The new regulations will take effect on July 5, 2023. By that date, New York City employers must determine whether they use an AEDT to make hiring or promotion decisions and, if so, it must (1) commission an independent bias audit; (2) publish a summary of the results of the audit; and (3) notify in advance applicants and employees of the tool’s use. Employers that violate the law, including its notice requirements, will be subject to fines of up to $500 for their first violation and up to $1,500 for each subsequent violation.

Several vendors currently offer AI-based hiring and promotion tools. Fletcher AI, for instance, represents that it can:

Automate the tedious parts of your recruiting process. Our advanced AI and human experience source high-quality candidates that match your requirements, eliminating the need for you to manually sift through resumes and job boards.

Fountain AI and HireVue offer similar AI-based recruiting and hiring tools. However, searches for vendors offering AEDT independent bias audits offer few options.

We anticipate that employers will take a “pause” on the use of AEDT hiring and promotion tools until they (1) can identify independent auditors with access to appropriate historical data; (2) determine whether the algorithms in AEDT have a disparate impact on protected classes; and (3) are prepared to publish impact ratios to applicants and employees. We recommend that employers retain and work through these steps with in-house or outside counsel so that their preliminary analyses and development of policies and procedures for compliance with this new law are protected in discovery.
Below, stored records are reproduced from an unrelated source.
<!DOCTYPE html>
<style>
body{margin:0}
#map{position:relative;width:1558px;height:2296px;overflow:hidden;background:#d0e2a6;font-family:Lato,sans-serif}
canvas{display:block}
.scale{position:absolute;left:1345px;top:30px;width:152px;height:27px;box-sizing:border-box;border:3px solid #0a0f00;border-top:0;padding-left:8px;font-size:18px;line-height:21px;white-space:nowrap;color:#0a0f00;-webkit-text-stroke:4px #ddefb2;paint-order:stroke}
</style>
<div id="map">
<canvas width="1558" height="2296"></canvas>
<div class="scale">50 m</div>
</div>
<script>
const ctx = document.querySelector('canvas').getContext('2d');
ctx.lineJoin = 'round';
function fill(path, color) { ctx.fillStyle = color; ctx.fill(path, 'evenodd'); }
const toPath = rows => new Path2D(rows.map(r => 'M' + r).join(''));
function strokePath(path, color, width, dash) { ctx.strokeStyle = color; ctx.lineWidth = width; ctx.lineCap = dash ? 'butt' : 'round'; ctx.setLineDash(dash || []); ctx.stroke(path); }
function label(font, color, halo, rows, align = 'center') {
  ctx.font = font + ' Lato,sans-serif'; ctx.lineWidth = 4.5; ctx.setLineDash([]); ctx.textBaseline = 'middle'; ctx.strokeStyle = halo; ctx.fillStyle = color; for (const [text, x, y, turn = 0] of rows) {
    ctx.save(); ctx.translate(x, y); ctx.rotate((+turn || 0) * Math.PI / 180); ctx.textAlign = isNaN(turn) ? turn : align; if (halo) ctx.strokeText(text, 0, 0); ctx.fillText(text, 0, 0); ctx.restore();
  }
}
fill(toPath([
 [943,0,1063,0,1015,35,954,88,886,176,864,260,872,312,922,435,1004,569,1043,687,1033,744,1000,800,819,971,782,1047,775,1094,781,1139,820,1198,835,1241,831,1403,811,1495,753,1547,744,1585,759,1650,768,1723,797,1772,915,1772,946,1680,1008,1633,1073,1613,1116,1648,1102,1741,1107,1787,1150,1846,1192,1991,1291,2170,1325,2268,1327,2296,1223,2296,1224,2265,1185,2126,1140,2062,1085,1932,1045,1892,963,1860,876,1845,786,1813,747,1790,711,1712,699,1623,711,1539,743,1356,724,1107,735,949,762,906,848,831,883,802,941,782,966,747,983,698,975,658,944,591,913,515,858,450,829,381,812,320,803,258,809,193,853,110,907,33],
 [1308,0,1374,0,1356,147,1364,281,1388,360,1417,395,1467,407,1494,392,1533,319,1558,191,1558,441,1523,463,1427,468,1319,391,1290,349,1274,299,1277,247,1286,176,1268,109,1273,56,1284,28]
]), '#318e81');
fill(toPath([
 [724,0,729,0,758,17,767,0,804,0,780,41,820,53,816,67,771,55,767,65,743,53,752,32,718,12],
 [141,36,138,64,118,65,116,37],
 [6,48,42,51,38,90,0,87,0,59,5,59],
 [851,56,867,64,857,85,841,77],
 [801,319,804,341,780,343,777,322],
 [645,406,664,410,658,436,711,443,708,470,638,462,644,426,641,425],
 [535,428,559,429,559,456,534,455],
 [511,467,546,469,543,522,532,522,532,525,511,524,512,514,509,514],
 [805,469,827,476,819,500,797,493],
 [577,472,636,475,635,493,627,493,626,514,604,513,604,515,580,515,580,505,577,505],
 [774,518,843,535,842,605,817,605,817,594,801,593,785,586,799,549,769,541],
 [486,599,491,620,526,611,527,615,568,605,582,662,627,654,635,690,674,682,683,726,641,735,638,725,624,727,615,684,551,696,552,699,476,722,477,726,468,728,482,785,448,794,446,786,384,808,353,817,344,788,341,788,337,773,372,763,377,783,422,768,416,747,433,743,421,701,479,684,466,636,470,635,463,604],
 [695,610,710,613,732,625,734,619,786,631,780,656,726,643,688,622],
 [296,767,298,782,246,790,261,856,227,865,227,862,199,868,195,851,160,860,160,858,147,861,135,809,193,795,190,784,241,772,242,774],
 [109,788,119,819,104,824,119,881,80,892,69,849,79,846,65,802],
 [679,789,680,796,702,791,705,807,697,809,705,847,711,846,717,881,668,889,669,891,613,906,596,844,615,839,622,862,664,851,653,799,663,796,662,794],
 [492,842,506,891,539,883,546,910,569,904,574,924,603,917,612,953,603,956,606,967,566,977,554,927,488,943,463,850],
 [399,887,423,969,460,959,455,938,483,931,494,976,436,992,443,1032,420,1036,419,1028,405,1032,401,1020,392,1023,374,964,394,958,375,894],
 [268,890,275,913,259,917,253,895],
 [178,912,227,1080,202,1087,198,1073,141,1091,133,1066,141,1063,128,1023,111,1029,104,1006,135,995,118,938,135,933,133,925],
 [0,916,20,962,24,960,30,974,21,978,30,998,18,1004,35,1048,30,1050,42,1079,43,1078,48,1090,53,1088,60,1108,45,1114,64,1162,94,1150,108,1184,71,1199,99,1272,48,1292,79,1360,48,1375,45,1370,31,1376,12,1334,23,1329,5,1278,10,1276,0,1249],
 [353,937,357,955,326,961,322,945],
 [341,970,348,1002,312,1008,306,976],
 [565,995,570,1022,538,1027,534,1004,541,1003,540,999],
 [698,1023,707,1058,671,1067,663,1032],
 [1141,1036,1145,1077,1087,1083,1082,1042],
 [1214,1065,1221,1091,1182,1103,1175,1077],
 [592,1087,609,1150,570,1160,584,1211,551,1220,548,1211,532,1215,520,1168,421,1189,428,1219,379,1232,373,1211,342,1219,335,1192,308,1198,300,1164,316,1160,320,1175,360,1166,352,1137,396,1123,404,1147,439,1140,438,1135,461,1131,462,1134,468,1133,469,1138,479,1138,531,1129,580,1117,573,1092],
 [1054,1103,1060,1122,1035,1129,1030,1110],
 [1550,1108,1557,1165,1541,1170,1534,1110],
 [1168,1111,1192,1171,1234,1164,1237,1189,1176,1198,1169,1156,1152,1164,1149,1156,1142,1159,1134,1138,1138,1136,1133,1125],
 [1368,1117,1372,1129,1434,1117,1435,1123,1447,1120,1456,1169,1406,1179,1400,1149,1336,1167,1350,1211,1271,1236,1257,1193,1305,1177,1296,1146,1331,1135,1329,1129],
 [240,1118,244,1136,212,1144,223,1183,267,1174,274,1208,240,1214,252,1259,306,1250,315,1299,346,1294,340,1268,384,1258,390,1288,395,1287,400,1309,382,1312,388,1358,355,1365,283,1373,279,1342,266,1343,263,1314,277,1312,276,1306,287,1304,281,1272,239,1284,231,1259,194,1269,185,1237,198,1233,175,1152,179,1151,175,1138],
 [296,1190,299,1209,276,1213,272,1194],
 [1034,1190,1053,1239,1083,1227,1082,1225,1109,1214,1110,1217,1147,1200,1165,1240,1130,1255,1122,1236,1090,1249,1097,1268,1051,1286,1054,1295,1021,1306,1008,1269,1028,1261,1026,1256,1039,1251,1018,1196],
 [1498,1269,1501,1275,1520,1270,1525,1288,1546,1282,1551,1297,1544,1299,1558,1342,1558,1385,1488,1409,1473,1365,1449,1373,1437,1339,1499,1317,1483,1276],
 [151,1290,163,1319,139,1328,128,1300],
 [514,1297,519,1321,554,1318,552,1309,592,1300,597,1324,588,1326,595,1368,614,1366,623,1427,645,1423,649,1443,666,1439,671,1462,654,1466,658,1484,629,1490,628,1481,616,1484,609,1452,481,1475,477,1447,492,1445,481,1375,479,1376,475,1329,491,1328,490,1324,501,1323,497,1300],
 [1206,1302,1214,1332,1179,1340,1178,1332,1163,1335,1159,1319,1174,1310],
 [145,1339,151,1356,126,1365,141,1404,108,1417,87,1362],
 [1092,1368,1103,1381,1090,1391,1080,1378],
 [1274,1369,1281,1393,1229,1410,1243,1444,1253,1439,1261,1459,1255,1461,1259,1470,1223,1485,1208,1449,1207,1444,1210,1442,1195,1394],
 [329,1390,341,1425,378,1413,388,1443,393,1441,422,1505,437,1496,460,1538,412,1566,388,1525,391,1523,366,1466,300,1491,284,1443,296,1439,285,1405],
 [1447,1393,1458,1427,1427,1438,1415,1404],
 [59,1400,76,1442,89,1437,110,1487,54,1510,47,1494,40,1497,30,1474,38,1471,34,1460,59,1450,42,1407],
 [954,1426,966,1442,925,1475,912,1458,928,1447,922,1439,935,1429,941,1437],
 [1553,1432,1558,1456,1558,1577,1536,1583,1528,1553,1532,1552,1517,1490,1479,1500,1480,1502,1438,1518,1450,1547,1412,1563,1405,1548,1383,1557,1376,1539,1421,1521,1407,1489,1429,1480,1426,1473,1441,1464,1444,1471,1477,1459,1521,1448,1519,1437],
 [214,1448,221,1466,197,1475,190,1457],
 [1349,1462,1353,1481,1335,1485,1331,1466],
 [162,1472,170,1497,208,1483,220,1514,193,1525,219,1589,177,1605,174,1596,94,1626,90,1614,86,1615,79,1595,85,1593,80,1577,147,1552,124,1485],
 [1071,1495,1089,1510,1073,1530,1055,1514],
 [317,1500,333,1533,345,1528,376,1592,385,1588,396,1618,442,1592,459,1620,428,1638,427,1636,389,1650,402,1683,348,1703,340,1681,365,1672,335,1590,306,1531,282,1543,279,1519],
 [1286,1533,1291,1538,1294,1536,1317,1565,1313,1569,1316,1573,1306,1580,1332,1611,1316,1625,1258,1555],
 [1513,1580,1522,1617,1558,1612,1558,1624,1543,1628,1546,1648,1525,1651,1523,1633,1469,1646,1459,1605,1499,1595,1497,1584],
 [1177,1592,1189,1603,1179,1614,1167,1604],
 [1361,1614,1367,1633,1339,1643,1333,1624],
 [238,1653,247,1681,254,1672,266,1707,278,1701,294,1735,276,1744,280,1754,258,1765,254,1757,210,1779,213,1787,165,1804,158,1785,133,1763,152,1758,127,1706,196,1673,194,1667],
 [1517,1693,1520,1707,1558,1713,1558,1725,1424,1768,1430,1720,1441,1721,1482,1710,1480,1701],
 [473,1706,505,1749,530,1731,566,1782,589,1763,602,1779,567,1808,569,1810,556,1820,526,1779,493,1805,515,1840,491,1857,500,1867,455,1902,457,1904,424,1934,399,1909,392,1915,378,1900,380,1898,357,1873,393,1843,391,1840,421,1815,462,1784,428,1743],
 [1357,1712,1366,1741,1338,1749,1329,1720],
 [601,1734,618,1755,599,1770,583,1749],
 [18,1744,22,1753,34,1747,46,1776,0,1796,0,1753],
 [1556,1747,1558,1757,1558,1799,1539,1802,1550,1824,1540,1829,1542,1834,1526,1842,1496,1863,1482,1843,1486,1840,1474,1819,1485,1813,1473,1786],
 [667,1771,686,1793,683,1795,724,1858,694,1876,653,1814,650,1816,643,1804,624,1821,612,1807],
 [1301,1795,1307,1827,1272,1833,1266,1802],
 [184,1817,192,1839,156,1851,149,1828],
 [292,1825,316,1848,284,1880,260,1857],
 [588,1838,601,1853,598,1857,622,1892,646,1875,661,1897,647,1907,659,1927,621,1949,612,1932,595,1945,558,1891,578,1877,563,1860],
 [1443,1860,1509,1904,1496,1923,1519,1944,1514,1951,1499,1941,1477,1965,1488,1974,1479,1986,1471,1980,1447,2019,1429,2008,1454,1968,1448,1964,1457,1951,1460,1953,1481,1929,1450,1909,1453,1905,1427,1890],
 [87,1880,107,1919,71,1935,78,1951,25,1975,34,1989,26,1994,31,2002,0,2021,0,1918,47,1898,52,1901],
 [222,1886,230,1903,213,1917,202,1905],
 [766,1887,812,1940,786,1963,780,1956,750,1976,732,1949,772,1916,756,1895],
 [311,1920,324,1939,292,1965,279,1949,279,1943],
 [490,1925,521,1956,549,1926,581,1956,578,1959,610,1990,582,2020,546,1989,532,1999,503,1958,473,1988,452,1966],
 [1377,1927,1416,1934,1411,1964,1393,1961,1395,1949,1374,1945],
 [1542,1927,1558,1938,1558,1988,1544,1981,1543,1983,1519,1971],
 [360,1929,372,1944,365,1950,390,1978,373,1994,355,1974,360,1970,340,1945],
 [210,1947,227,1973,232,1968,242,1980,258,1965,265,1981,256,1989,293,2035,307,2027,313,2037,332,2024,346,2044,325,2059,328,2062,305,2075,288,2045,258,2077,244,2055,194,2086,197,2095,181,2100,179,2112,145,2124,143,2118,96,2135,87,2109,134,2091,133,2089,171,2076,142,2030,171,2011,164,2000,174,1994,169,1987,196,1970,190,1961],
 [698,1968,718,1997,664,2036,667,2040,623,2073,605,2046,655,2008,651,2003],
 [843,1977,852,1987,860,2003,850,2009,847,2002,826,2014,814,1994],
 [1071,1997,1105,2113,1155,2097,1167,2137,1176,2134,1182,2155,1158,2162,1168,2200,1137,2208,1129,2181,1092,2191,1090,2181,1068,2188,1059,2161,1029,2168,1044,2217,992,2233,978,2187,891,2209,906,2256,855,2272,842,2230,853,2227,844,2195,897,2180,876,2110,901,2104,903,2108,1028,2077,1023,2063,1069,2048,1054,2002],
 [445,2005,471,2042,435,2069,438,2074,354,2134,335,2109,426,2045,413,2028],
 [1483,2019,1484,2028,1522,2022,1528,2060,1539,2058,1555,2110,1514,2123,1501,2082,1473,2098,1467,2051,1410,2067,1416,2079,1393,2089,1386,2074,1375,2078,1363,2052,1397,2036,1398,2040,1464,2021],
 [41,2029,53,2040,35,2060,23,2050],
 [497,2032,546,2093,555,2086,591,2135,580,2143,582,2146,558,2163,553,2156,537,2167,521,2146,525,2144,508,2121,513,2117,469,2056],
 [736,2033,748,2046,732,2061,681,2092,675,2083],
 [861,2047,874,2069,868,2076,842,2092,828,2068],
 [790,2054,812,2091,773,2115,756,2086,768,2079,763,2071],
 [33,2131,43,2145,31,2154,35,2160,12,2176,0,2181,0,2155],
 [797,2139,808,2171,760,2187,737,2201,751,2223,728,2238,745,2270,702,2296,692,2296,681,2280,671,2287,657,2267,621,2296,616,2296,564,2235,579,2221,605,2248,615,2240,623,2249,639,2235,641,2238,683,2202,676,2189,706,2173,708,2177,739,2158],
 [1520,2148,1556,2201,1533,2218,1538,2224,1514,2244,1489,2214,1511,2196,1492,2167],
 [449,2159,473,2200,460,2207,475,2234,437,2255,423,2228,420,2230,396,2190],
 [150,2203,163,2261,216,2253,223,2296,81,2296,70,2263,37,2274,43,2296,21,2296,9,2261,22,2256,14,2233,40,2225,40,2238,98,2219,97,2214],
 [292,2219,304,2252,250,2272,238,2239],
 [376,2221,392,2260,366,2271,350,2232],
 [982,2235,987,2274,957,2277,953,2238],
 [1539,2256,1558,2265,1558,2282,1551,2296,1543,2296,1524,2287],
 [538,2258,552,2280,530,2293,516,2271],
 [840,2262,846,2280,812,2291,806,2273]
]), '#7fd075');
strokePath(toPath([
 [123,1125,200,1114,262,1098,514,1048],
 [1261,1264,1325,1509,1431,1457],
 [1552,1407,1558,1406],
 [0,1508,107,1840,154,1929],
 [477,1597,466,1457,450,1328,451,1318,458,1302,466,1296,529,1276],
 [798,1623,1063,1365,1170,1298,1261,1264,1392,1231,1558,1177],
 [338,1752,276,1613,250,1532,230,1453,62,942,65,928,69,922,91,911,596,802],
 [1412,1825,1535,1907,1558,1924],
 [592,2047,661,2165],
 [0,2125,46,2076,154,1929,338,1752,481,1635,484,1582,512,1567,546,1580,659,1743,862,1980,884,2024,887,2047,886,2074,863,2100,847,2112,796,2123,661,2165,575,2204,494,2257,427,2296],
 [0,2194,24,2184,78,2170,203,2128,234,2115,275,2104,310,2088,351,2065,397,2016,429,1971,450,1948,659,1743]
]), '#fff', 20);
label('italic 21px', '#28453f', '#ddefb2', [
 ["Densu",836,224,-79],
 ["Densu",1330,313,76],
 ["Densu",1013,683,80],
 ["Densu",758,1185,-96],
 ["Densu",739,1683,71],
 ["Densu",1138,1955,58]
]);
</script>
Over the past two decades, federal government contractors regulated by the Office of Federal Contract Compliance Programs (OFCCP) have been subject to applicant tracking requirements, including the Internet Applicant Rule. Over the years, vendors have developed complaint applicant tracking systems that request and collect demographic information from candidates and hires that can be used by employers to generate hiring impact ratios like those required by the NYC regulations. We anticipate that these vendors (and the employers that rely on them) will be able to use those existing applicant tracking systems to audit AEDTs and provide the impact ratios required by the NYC regulations.